Still pursuing the missing star, the scientists acquired access to older data for comparison to what they already felt they knew. "The ESO Science Archive Facility enabled us to find and use data of the same object obtained in 2002 and 2009," says Andrea Mehner, an ESO staff member who worked on the study. "The comparison of the 2002 high-resolution UVES spectra with our observations obtained in 2019 with ESO's newest high-resolution spectrograph ESPRESSO was especially revealing, from both an astronomical and an instrumentation point of view."

Examination of this data suggested that the LBV may have indeed been winding up to a grand final sometime after 2011.

Team member Jose Groh, also of Trinity College, says "We may have detected one of the most massive stars of the local Universe going gently into the night. Our discovery would not have been made without using the powerful ESO 8-meter telescopes, their unique instrumentation, and the prompt access to those capabilities following the recent agreement of Ireland to join ESO."

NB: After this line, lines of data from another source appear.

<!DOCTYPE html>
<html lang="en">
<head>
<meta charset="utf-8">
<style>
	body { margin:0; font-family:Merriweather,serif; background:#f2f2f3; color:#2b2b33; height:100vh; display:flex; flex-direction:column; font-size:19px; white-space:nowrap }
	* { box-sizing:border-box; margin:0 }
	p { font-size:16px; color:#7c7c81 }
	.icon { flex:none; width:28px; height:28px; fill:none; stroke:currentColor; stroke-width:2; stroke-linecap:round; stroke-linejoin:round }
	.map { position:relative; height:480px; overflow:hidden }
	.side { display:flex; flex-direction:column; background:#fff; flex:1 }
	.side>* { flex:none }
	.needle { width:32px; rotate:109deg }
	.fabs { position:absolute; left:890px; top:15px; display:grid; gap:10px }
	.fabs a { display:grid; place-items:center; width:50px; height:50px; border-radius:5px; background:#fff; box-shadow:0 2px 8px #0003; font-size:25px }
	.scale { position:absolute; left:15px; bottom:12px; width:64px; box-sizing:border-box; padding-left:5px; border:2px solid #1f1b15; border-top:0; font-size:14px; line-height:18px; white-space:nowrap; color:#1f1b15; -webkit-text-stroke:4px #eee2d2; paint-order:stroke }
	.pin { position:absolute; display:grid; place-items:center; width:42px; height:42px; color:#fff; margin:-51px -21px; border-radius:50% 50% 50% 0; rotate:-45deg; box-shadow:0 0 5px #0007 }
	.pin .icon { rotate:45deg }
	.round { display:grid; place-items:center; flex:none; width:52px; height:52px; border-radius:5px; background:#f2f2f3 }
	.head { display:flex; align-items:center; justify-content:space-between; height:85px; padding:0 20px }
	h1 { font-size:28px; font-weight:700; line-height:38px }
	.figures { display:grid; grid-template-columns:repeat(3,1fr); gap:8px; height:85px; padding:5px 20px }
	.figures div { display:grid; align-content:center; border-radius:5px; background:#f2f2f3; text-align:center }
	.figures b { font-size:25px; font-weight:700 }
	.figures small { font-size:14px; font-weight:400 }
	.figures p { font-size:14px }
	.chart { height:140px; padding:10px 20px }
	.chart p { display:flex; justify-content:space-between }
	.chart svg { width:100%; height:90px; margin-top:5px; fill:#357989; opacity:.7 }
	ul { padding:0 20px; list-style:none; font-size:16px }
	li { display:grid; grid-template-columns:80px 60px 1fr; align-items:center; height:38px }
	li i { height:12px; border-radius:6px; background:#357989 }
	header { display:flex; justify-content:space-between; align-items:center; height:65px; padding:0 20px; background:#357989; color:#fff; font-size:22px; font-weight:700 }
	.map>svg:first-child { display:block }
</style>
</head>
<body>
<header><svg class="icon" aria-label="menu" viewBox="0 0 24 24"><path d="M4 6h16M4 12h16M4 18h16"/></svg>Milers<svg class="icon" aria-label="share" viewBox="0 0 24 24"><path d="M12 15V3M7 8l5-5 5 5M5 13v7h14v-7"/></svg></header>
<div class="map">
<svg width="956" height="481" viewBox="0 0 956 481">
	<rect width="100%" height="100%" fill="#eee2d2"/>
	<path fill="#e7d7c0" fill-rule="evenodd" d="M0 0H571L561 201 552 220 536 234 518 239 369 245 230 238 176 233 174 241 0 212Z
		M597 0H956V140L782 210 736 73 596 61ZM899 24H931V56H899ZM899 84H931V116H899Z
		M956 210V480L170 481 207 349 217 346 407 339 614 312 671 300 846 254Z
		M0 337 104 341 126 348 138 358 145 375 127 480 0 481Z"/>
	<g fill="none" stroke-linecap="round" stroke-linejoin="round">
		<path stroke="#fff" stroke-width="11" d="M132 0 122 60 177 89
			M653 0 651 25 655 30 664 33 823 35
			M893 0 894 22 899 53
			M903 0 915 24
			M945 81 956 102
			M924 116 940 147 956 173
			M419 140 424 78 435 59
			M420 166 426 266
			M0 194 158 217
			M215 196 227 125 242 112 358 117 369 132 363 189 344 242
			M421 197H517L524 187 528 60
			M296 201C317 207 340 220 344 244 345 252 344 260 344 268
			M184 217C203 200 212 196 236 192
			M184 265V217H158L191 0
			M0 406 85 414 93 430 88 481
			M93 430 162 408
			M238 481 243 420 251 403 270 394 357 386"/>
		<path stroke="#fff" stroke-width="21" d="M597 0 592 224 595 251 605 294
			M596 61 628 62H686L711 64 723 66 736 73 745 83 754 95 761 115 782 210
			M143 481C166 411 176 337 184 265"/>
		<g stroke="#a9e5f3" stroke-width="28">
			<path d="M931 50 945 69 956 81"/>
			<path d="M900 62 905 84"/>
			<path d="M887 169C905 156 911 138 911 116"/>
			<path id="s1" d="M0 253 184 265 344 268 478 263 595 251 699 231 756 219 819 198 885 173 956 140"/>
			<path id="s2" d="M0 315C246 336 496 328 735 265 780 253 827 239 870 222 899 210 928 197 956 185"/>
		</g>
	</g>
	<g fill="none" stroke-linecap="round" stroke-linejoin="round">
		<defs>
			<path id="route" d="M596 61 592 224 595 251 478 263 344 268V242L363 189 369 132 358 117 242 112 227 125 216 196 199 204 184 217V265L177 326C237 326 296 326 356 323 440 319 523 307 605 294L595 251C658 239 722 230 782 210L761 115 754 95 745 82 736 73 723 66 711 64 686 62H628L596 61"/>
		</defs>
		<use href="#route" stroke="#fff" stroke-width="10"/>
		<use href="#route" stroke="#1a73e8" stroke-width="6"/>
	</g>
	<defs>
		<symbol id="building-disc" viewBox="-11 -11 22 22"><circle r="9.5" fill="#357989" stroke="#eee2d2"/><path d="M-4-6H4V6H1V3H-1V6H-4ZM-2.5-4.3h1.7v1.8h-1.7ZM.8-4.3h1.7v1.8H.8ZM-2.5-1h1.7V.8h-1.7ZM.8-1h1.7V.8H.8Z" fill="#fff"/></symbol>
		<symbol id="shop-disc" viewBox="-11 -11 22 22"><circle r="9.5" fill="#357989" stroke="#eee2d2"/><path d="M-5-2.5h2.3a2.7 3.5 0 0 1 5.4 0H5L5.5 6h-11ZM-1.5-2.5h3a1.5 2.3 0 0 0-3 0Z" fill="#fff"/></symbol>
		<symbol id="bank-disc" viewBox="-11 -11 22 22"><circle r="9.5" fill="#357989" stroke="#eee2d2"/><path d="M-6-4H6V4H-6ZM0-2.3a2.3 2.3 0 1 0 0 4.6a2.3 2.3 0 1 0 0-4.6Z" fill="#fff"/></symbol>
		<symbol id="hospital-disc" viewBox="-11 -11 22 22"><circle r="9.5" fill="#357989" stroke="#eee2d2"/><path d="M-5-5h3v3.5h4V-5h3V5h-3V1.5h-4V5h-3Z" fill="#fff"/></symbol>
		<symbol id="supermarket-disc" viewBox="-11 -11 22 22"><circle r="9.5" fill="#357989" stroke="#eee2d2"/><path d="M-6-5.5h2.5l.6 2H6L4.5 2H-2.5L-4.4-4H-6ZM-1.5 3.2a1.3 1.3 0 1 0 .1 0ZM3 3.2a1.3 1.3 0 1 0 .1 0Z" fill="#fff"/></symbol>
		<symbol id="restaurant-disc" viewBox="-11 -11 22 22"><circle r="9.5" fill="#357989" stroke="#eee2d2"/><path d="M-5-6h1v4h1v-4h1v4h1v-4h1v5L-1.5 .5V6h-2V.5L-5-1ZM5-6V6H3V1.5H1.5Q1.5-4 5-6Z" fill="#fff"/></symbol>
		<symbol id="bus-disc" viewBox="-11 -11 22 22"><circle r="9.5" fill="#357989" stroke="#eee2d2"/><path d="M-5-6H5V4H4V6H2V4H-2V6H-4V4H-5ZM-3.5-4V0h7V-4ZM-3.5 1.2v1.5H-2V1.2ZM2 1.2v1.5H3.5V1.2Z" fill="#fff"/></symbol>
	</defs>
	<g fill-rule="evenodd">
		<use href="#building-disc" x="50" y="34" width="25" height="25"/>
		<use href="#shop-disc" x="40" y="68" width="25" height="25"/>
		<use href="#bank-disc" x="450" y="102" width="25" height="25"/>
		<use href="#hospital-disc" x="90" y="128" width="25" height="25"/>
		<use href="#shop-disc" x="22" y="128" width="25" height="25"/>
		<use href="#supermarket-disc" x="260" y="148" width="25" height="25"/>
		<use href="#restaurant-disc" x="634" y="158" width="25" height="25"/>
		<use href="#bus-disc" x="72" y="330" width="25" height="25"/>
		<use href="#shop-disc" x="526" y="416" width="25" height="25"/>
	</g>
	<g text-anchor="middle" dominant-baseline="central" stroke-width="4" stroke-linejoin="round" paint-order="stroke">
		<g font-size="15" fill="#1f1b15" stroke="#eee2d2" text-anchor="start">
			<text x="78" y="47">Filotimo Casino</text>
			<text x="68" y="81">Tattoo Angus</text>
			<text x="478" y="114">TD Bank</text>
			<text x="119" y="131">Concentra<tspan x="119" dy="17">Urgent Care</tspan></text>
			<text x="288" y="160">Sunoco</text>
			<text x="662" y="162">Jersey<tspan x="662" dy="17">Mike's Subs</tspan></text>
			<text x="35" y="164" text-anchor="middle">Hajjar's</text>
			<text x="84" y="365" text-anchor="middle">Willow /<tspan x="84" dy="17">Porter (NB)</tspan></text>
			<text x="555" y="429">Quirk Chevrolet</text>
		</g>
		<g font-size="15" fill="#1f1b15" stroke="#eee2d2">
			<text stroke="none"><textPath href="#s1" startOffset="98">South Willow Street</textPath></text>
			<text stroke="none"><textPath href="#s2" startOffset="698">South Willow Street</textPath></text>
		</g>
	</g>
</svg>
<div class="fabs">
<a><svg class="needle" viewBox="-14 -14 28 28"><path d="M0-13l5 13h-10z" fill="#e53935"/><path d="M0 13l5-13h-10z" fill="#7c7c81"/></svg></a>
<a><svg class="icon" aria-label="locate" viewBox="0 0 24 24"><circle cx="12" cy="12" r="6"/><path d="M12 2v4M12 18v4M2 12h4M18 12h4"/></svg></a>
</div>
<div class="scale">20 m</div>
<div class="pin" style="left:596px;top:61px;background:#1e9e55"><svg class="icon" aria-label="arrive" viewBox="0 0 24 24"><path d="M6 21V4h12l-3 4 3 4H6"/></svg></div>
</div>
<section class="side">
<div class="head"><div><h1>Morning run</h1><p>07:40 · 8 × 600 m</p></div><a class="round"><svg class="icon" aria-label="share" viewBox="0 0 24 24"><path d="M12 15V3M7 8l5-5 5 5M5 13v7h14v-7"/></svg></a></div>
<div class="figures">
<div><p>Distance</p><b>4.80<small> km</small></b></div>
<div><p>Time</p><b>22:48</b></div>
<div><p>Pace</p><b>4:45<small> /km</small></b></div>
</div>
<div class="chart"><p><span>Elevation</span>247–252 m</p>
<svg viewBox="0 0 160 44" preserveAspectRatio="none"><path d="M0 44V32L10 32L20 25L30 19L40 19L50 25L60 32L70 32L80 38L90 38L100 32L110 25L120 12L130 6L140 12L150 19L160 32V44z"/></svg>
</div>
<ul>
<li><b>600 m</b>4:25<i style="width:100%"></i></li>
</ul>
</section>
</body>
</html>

Combining the 2019 data with contemporaneous Hubble Space Telescope (HST) imagery leaves the authors of the reports with the sense that "the LBV was in an eruptive state at least between 2001 and 2011, which then ended, and may have been followed by a collapse into a massive BH without the production of an SN. This scenario is consistent with the available HST and ground-based photometry."

Or...

A star collapsing into a black hole without a supernova would be a rare event, and that argues against the idea. The paper also notes that we may simply have missed the star's supernova during the eight-year observation gap.

LBVs are known to be highly unstable, so the star dropping to a state of less luminosity or producing a dust cover would be much more in the realm of expected behavior.

Says the paper: "A combination of a slightly reduced luminosity and a thick dusty shell could result in the star being obscured. While the lack of variability between the 2009 and 2019 near-infrared continuum from our X-shooter spectra eliminates the possibility of formation of hot dust (⪆1500 K), mid-infrared observations are necessary to rule out a slowly expanding cooler dust shell."

The authors of the report are pretty confident the star experienced a dramatic eruption after 2011. Beyond that, though:

"Based on our observations and models, we suggest that PHL 293B hosted an LBV with an eruption that ended sometime after 2011. This could have been followed by
(1) a surviving star or
(2) a collapse of the LBV to a BH [black hole] without the production of a bright SN, but possibly with a weak transient."